‘No Christmas Joy’ in Gaza


Palestinians said they are not experiencing “any joy” this Christmas after Israel bombed Gaza again on Monday. There is no end in sight to the war which, according to Hamas, has already claimed more than 20,000 lives.

Festivities in the occupied West Bank city of Bethlehem, the birthplace of Jesus, were largely scrapped. There are only a few tourists in the usually packed streets.

The Hamas-controlled health ministry said on Monday morning that Israeli strikes had claimed the lives of at least 18 people in Khan Yunis in the Gaza Strip.

Fadi Sayegh, whose family had earlier received permits to travel to Bethlehem for the celebrations, said at a hospital in the city that he would not celebrate Christmas this year.

“There is no joy. No Christmas tree, no decorations, no family dinner, no celebrations,” he said while undergoing dialysis. “I pray that this war will soon be over.”

Sister Nabila Salah of the Catholic Church in Gaza, where two Christian women died earlier this month due to an Israeli sniper, according to the Latin Patriarchate of Jerusalem, also says that all Christmas celebrations have been cancelled. “How can we celebrate when we hear the sound of tanks and bombings instead of bells ringing?” she told AFP.

The war broke out when Hamas fighters attacked southern Israel on October 7, claiming the lives of some 1,140 people, mostly civilians. A total of 250 people were taken hostage, according to an AFP survey based on Israeli figures.

Israel pledged to eliminate Hamas and its military campaign in response, which included massive airstrikes. At least 20,424 people, mainly women and children, have already died, according to Gaza’s health ministry.

Pope Francis began Christmas celebrations on Sunday with a plea for peace.

“We think of Gaza, of all the people in Gaza, but especially our Christian community in Gaza who are suffering,” said the Catholic leader.

Attack on Christmas Eve

The Hamas-controlled health ministry said at least 70 people were killed in an airstrike on the Al-Maghazi refugee camp in central Gaza on Sunday.

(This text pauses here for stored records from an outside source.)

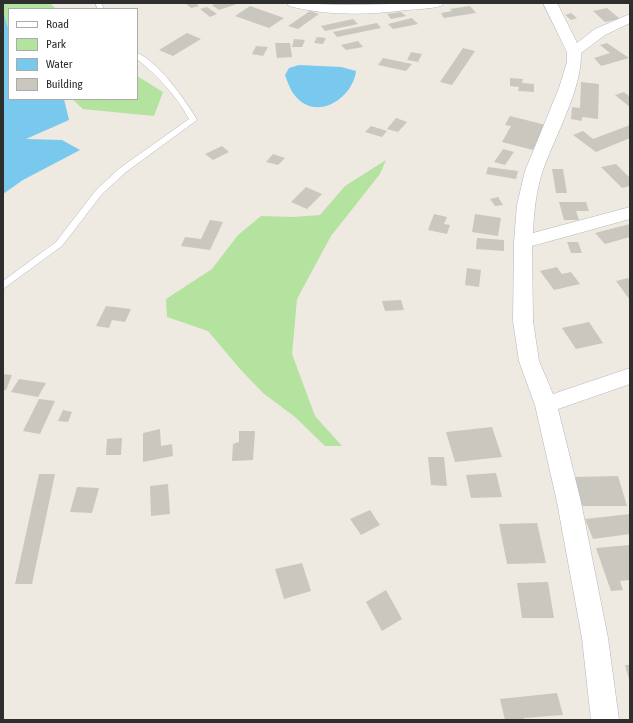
<!DOCTYPE html>
<html>
<head>
<meta charset="utf-8">
<style>
	body { margin:0 }
	#map { position:relative; width:633px; height:723px; overflow:hidden; background:#eee9e1; font-family:"Asap Condensed",sans-serif }
	canvas { display:block }
	.frame { position:absolute; inset:0; border:4px solid #2e2e2e; pointer-events:none }
	.legend { position:absolute; left:8px; top:8px; width:130px; height:92px; box-sizing:border-box; background:#fff; border:1px solid #ababab; margin:0; padding:5px 7px; list-style:none; font-size:12px; color:#2e2e2e }
	.legend li { display:flex; align-items:center; gap:8px; height:20px }
	.legend b { width:20px; border:1px solid #ababab }
</style>
</head>
<body>
<div id="map">
<canvas width="633" height="723"></canvas>
<div class="frame"></div>
<ul class="legend">
<li><b style="height:5px;background:#fff"></b>Road</li>
<li><b style="height:11px;background:#b4e39f"></b>Park</li>
<li><b style="height:11px;background:#78c9ed"></b>Water</li>
<li><b style="height:11px;background:#cac7bf"></b>Building</li>
</ul>
</div>
<script>
const ctx = document.querySelector('canvas').getContext('2d');
ctx.lineJoin = 'round';
function fillPath(path, color) { ctx.fillStyle = color; ctx.fill(path, 'evenodd'); }
function stroke(path, color, width, dash) { ctx.strokeStyle = color; ctx.lineWidth = width; ctx.lineCap = dash ? 'butt' : 'round'; ctx.setLineDash(dash || []); ctx.stroke(path); }
fillPath(new Path2D(`
	M3,3H50L56,9H9V31L3,11Z
	M137,76L163,92L154,116L83,109L72,99H137Z
	M386,160L380,174L331,236L297,299L292,354L315,416L342,446H325L295,417L263,393L240,369L208,331L167,317L166,299L212,269L238,235L261,216L293,217L320,215L345,186Z`), '#b4e39f');
fillPath(new Path2D(`
	M3,11L9,31V99H64L69,120L26,139L62,140L80,150L23,180L3,194Z
	M299,65L341,67L356,71C353,97 319,121 297,98C291,92 288,83 285,75L289,68Z`), '#78c9ed');
fillPath(new Path2D(`
	M185,3H196L199,6L191,8Z
	M217,3H240L219,10L212,5Z
	M250,6L284,18L269,28L235,16Z
	M470,6L476,13L444,18L441,13L452,11L450,9Z
	M207,7L217,14L210,17L200,9Z
	M607,8L620,19L605,22L593,11Z
	M310,11L319,14L298,29L288,26Z
	M401,12L406,16L391,19L387,14Z
	M571,13L577,18L571,20L565,15Z
	M412,18L418,24L393,29L388,24Z
	M353,19L358,24L325,31L321,26Z
	M377,23L381,28L337,37L333,32Z
	M187,33L201,39L173,56L159,50Z
	M317,37L326,38L323,44L314,43Z
	M294,39L305,40L302,47H292Z
	M358,41L363,47L346,50L341,45Z
	M275,43H290L292,57L277,58Z
	M607,43L629,58L601,66L594,58L610,53L600,45Z
	M256,46L268,47L263,56L252,54Z
	M463,48L475,51L452,85L440,82Z
	M411,52L422,54L418,62L407,60Z
	M383,58L412,64L406,71L378,65Z
	M510,78L523,79L522,83L534,84V92L518,91L519,87L510,86Z
	M581,82L599,84L598,119L582,117V121L571,119L572,107L580,108Z
	M624,92L630,97V107L615,95Z
	M510,116L546,125L533,150L502,142L511,126L505,125Z
	M396,118L407,122L398,132L387,129Z
	M630,125V138L596,152L573,135L583,131L593,139Z
	M371,126L387,131L382,137L365,132Z
	M222,146L229,152L213,160L205,154Z
	M503,149L514,152L505,165L494,162Z
	M273,154L285,158L278,165L266,162Z
	M616,164L630,178V186L622,188L601,167Z
	M488,167L518,171L516,179L486,174Z
	M552,169H563L567,193H556Z
	M306,187L322,194L307,209L291,202Z
	M498,197L503,205L495,206L490,199Z
	M559,202H586L589,211H576L579,220H564Z
	M434,214L447,217L444,224L450,225L447,234L428,230Z
	M475,214L501,218L498,236L472,232Z
	M210,220L223,222L210,250L181,246L185,237L201,239Z
	M630,224V237L605,244L595,233Z
	M477,238L504,240V251L476,249Z
	M567,242H578L582,253H571Z
	M557,267L562,274L571,272L580,284L554,290L540,271Z
	M467,268L481,270L479,287L465,285Z
	M628,278L630,281V300L616,281Z
	M401,300L404,310L385,311L382,301Z
	M106,306L131,309L125,322L112,320L109,328L96,326Z
	M589,322L603,343L576,349L562,328Z
	M3,374L12,375L6,390H3Z
	M19,379L46,383L38,397L11,392Z
	M39,399L55,401L40,434L23,431Z
	M63,410L72,412L68,422L58,421Z
	M492,427L502,457L455,462L446,432Z
	M160,429L161,446L172,444L173,456L143,462V433Z
	M239,431H255L253,460L232,461L233,444L239,442Z
	M122,438L121,455H106L107,439Z
	M428,457H444L447,486L431,485Z
	M496,473L502,497L471,498L466,475Z
	M39,474H55L32,584H15Z
	M618,476L627,506H581L575,477Z
	M168,484L170,514L151,516L150,486Z
	M77,487L99,488L92,513L70,512Z
	M370,510L380,525L361,535L350,519Z
	M630,514V534L593,539L585,519Z
	M537,523L546,563L507,564L499,524Z
	M630,545V580L620,581L623,590L611,591L596,548Z
	M302,563L311,591L284,599L275,569Z
	M548,582L554,618H522L517,583Z
	M386,590L402,619L382,631L366,602Z
	M625,665H630V683Z
	M557,693L563,715L524,718L525,720H505L500,699Z`), '#cac7bf');
const service = new Path2D(`
	M95,3H101L104,9H98Z
	M137,53C157,60 187,102 197,120L126,172L102,194L62,246L3,289V281L56,242L96,190L120,168L189,119C176,95 158,76 137,59Z`);
const minor = new Path2D(`
	M287,3L346,5L443,3L441,6C430,9 418,9 407,10C367,15 328,16 289,6Z
	M543,3H557L577,43L595,29L630,14V23L605,35L581,53C582,89 555,136 543,170C536,190 534,212 533,233L630,207V219L532,246L533,321L539,361L553,394L630,368V384L558,409L581,502L608,638L619,720H591L582,638L557,502L535,405L519,361L513,321L514,242L517,205L525,171L559,88L567,62V52Z`);
stroke(service, '#b4b6c0', 1);
stroke(minor, '#b4b6c0', 1);
fillPath(service, '#fff');
fillPath(minor, '#fff');
</script>
</body>
</html>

Ashraf al-Qudra, spokesman for the Ministry of Health, said the “death toll is likely to rise”, as most families were in the area when the airstrike was launched.

The ministry said 10 members of one family were killed in a separate attack when an Israeli attack hit their home in the Jabaliya camp in northern Gaza.

AFP could not independently confirm any of the figures.

Large areas of Gaza have been left in ruins and its 2.4 million people have a serious shortage of water, food, fuel and medicine due to the Israeli attack. Their suffering is only alleviated by the limited arrival of relief trucks.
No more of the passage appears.